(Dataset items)
=== Section Start ===

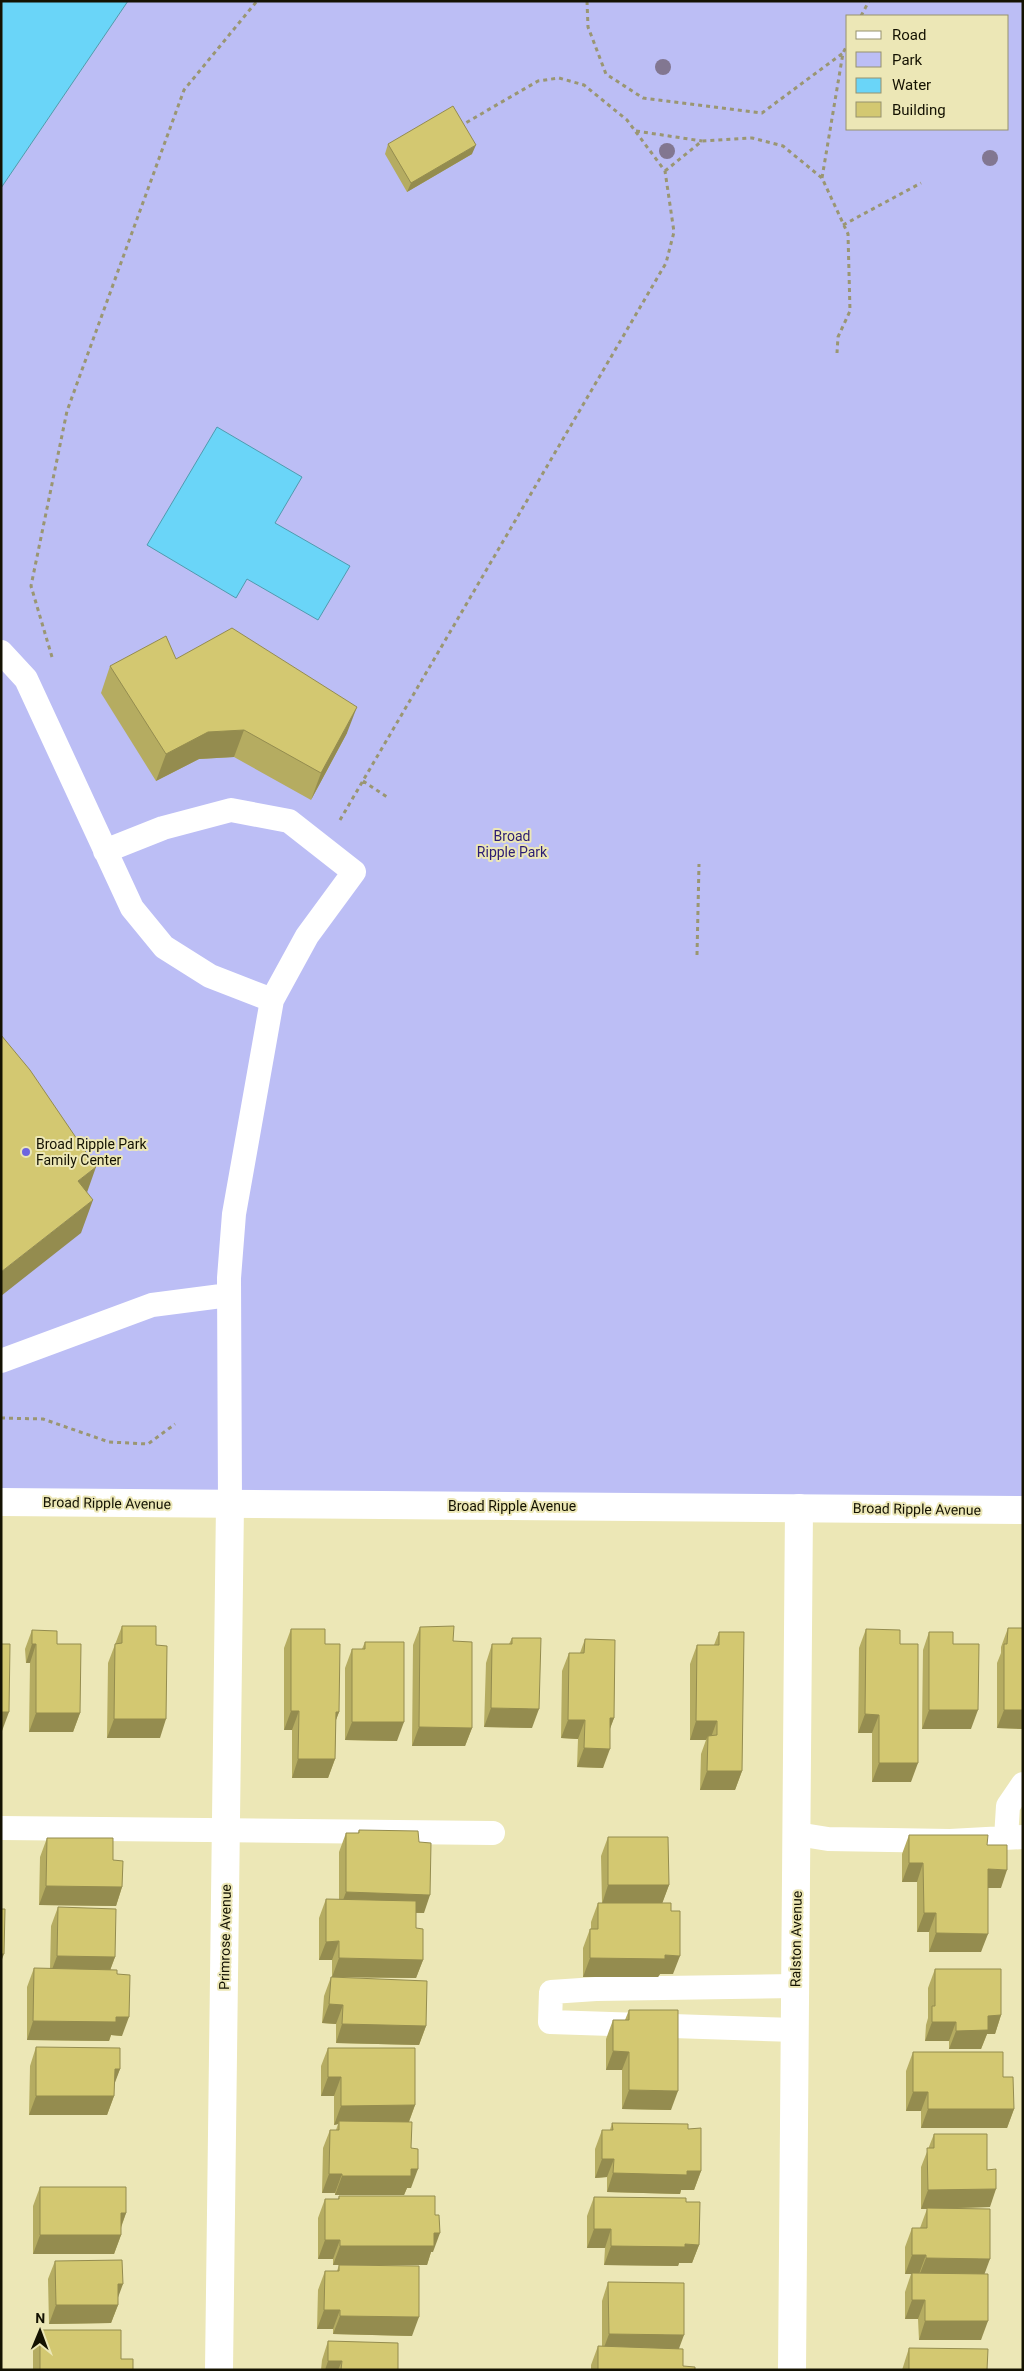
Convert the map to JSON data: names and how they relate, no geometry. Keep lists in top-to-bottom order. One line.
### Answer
{"streets":{"street":["Broad Ripple Avenue","Primrose Avenue","Ralston Avenue"]},"crossings":[["Broad Ripple Avenue","Primrose Avenue"],["Broad Ripple Avenue","Ralston Avenue"]],"parks":["Broad Ripple Park"],"places":["Broad Ripple Park Family Center"],"legend":["Road","Park","Water","Building"],"north":"top"}
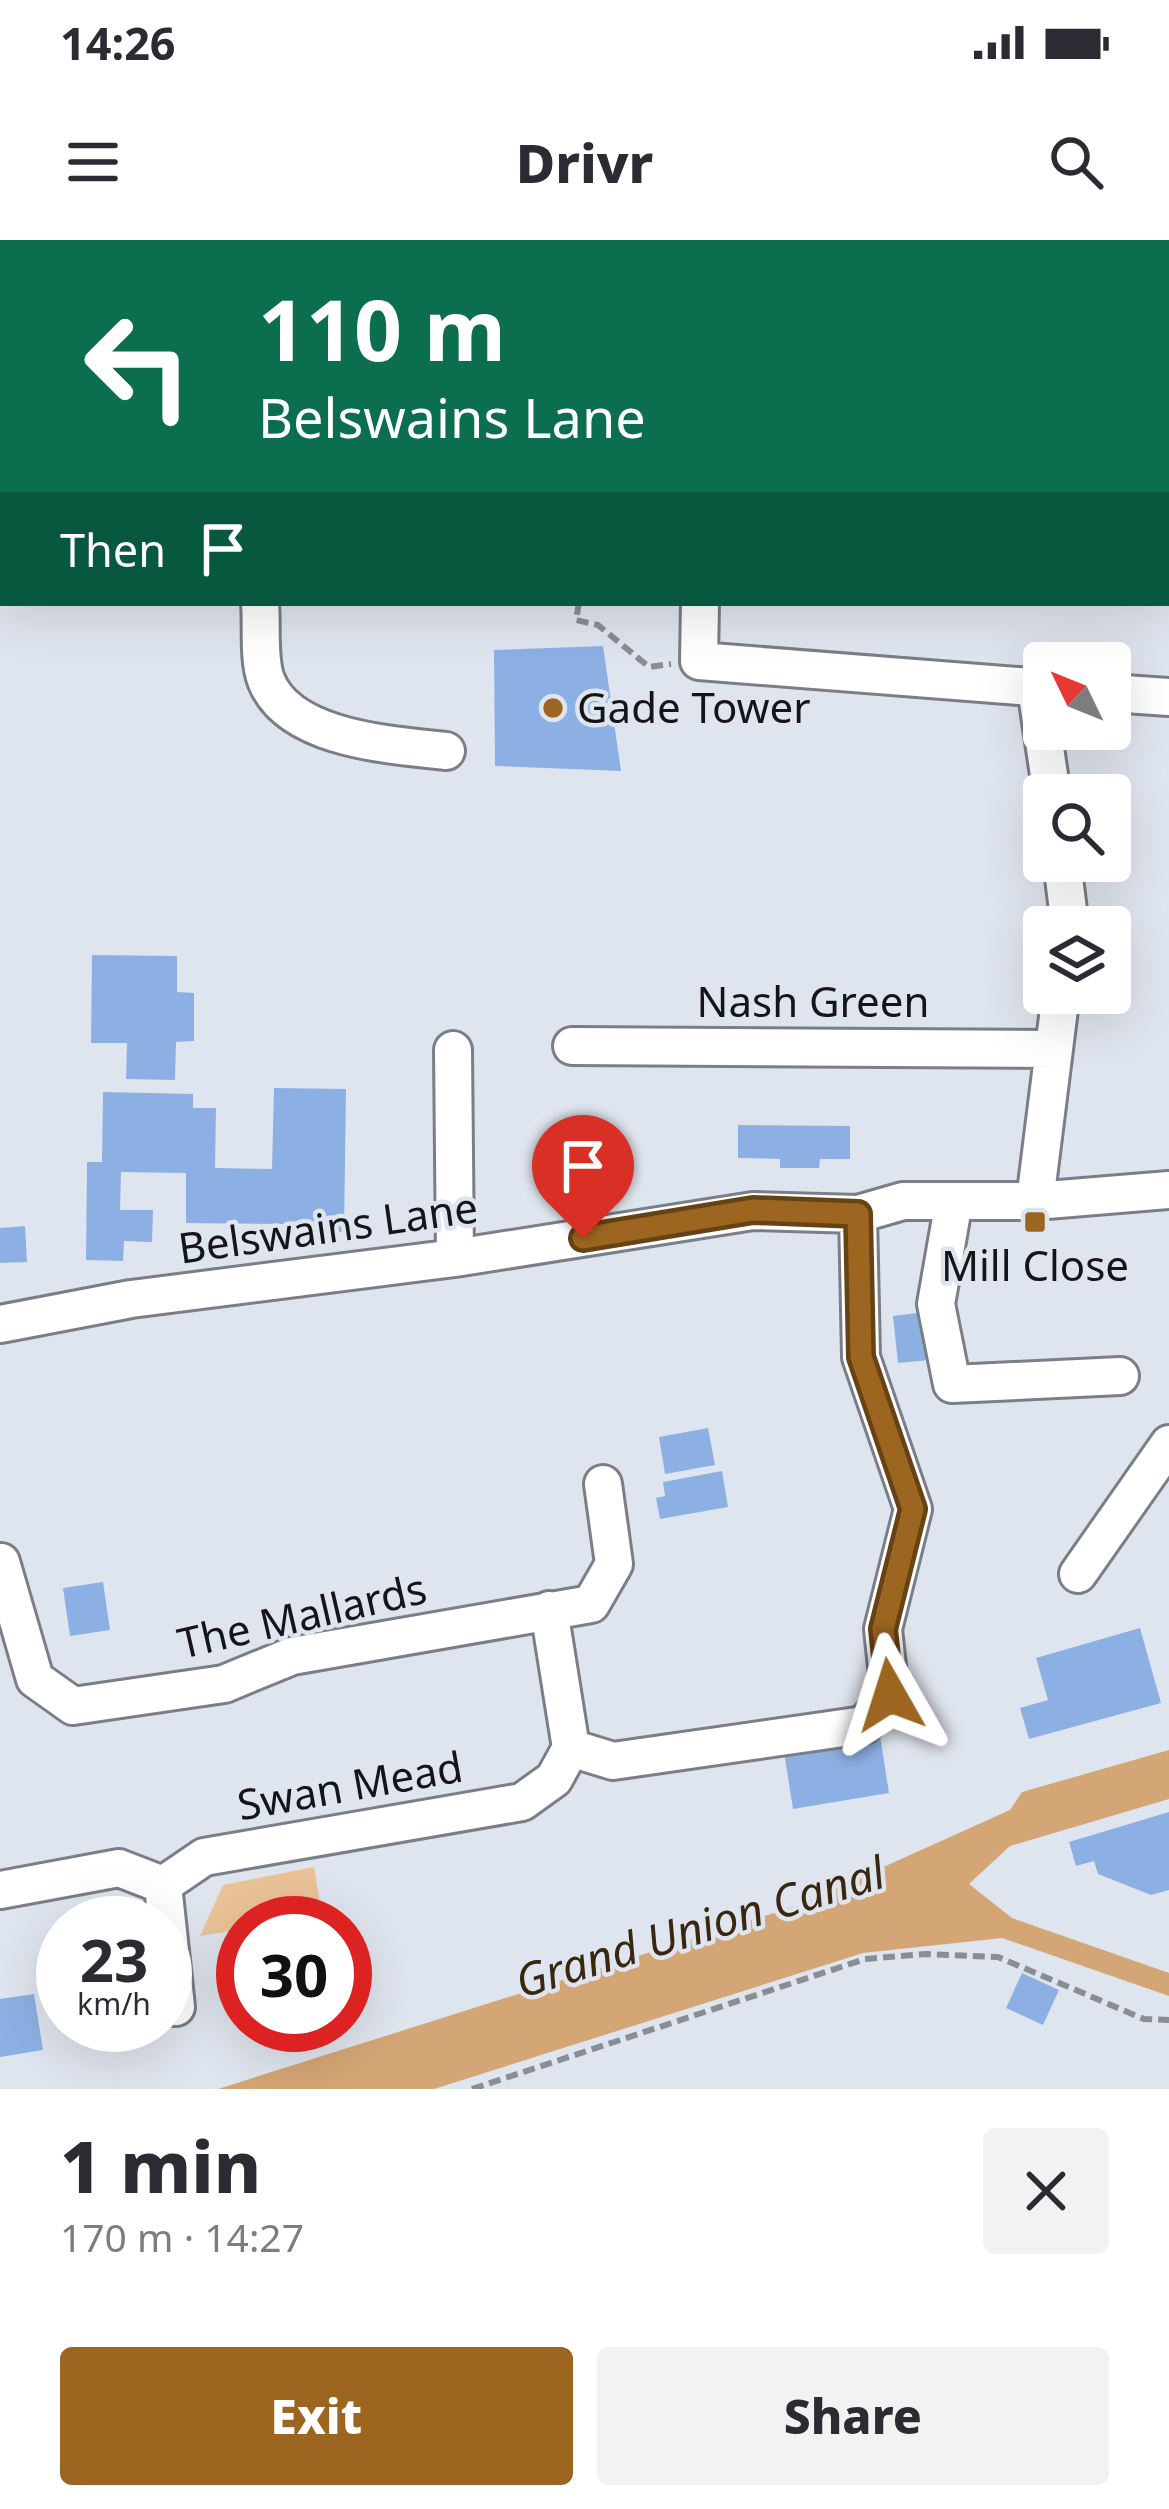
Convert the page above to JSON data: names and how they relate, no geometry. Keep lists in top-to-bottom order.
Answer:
{
  "streets": {
    "street": [
      "Nash Green",
      "Belswains Lane",
      "The Mallards",
      "Swan Mead"
    ]
  },
  "water": ["Grand Union Canal"],
  "places": {
    "other": ["Gade Tower"],
    "transit": ["Mill Close"]
  },
  "north": "top left",
  "page": {
    "status": "14:26",
    "header": "Drivr",
    "turn": ["110 m", "Belswains Lane"],
    "then": "Then",
    "speed": "23 km/h",
    "limit": "30",
    "heading": ["1 min", "170 m · 14:27"],
    "buttons": ["Exit", "Share"]
  }
}
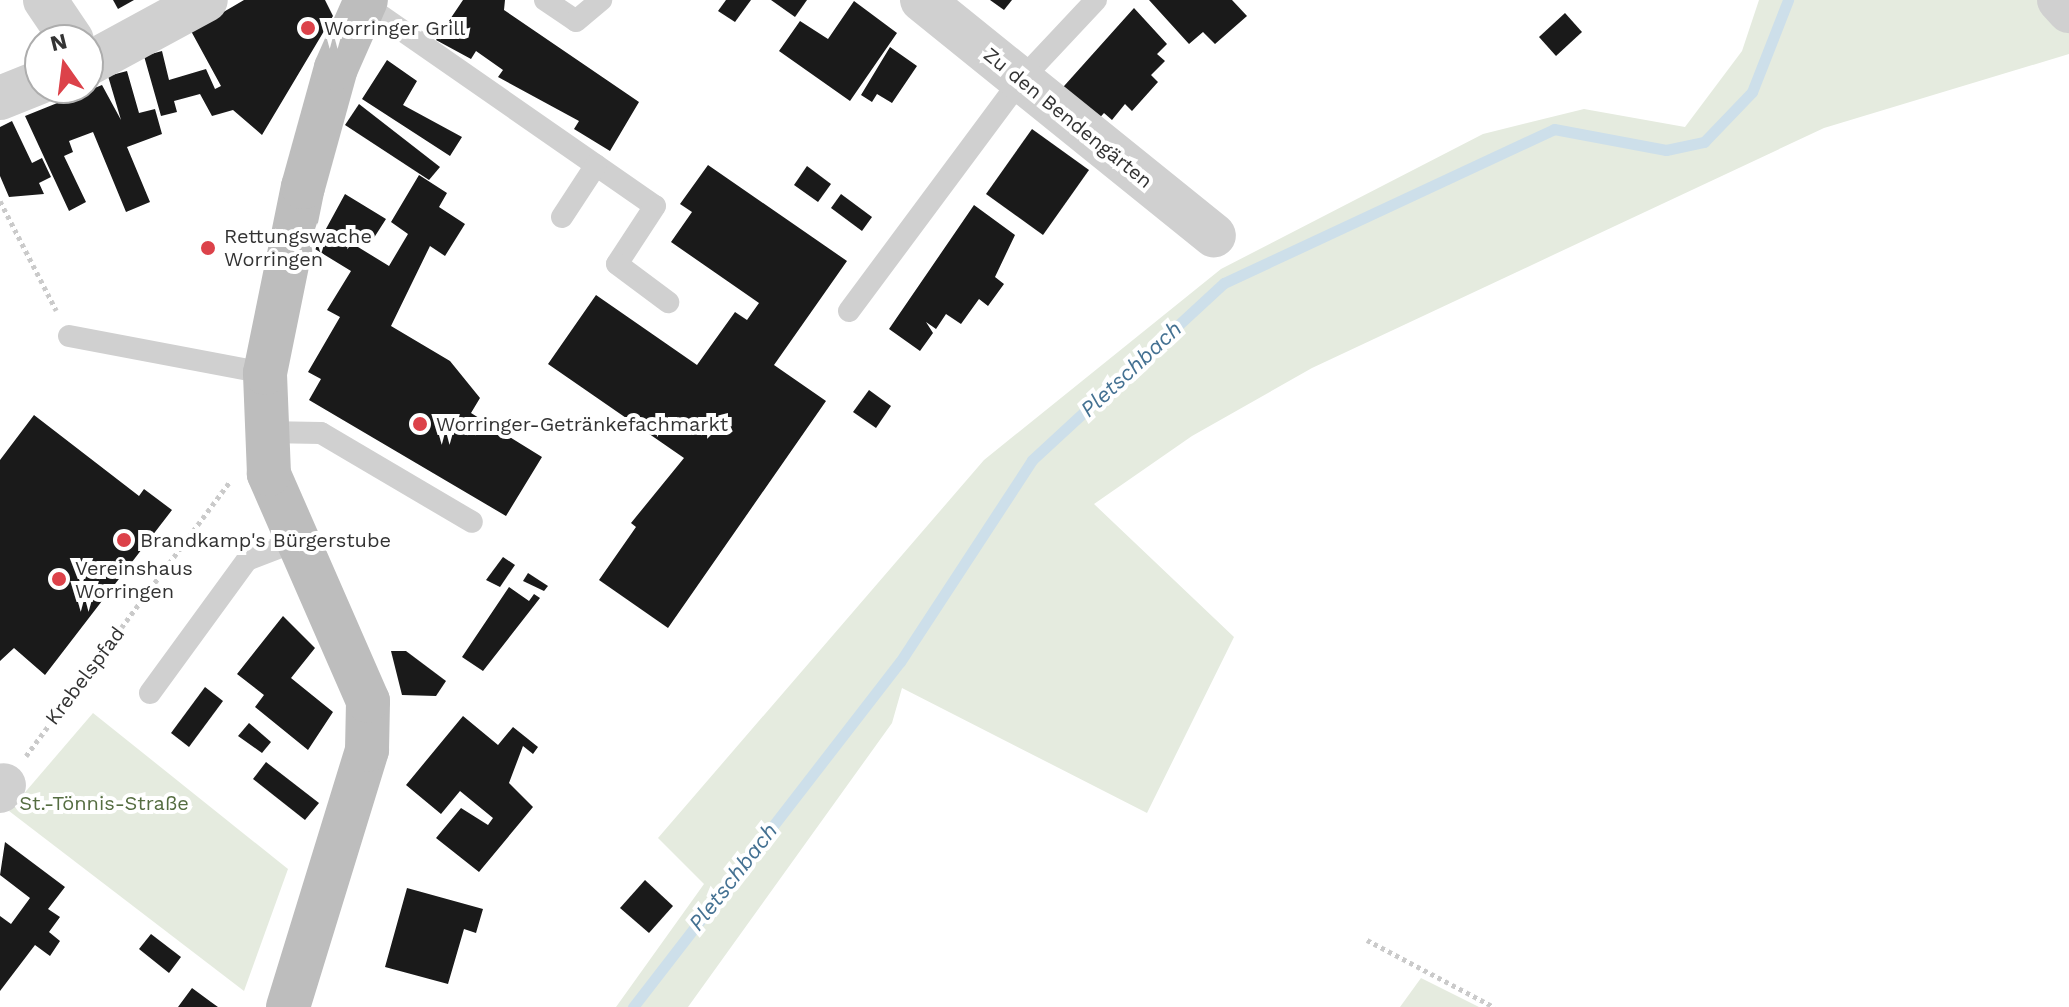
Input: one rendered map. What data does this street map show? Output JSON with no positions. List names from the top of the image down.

=== Section End ===

What the task asks:
Copy out the records exactly. Do not include the pictures.

Response to the exercise:
Convert the map to JSON data: names and how they relate, no geometry. Keep lists in top-to-bottom order. One line.
### Answer
{"streets":{"street":["Broad Ripple Avenue","Primrose Avenue","Ralston Avenue"]},"crossings":[["Broad Ripple Avenue","Primrose Avenue"],["Broad Ripple Avenue","Ralston Avenue"]],"parks":["Broad Ripple Park"],"places":["Broad Ripple Park Family Center"],"legend":["Road","Park","Water","Building"],"north":"top"}
Convert the page above to JSON data: names and how they relate, no geometry. Keep lists in top-to-bottom order.
Answer:
{
  "streets": {
    "street": [
      "Nash Green",
      "Belswains Lane",
      "The Mallards",
      "Swan Mead"
    ]
  },
  "water": ["Grand Union Canal"],
  "places": {
    "other": ["Gade Tower"],
    "transit": ["Mill Close"]
  },
  "north": "top left",
  "page": {
    "status": "14:26",
    "header": "Drivr",
    "turn": ["110 m", "Belswains Lane"],
    "then": "Then",
    "speed": "23 km/h",
    "limit": "30",
    "heading": ["1 min", "170 m · 14:27"],
    "buttons": ["Exit", "Share"]
  }
}
Input: one rendered map. What data does this street map show? Output JSON with no positions. List names from the top of the image down.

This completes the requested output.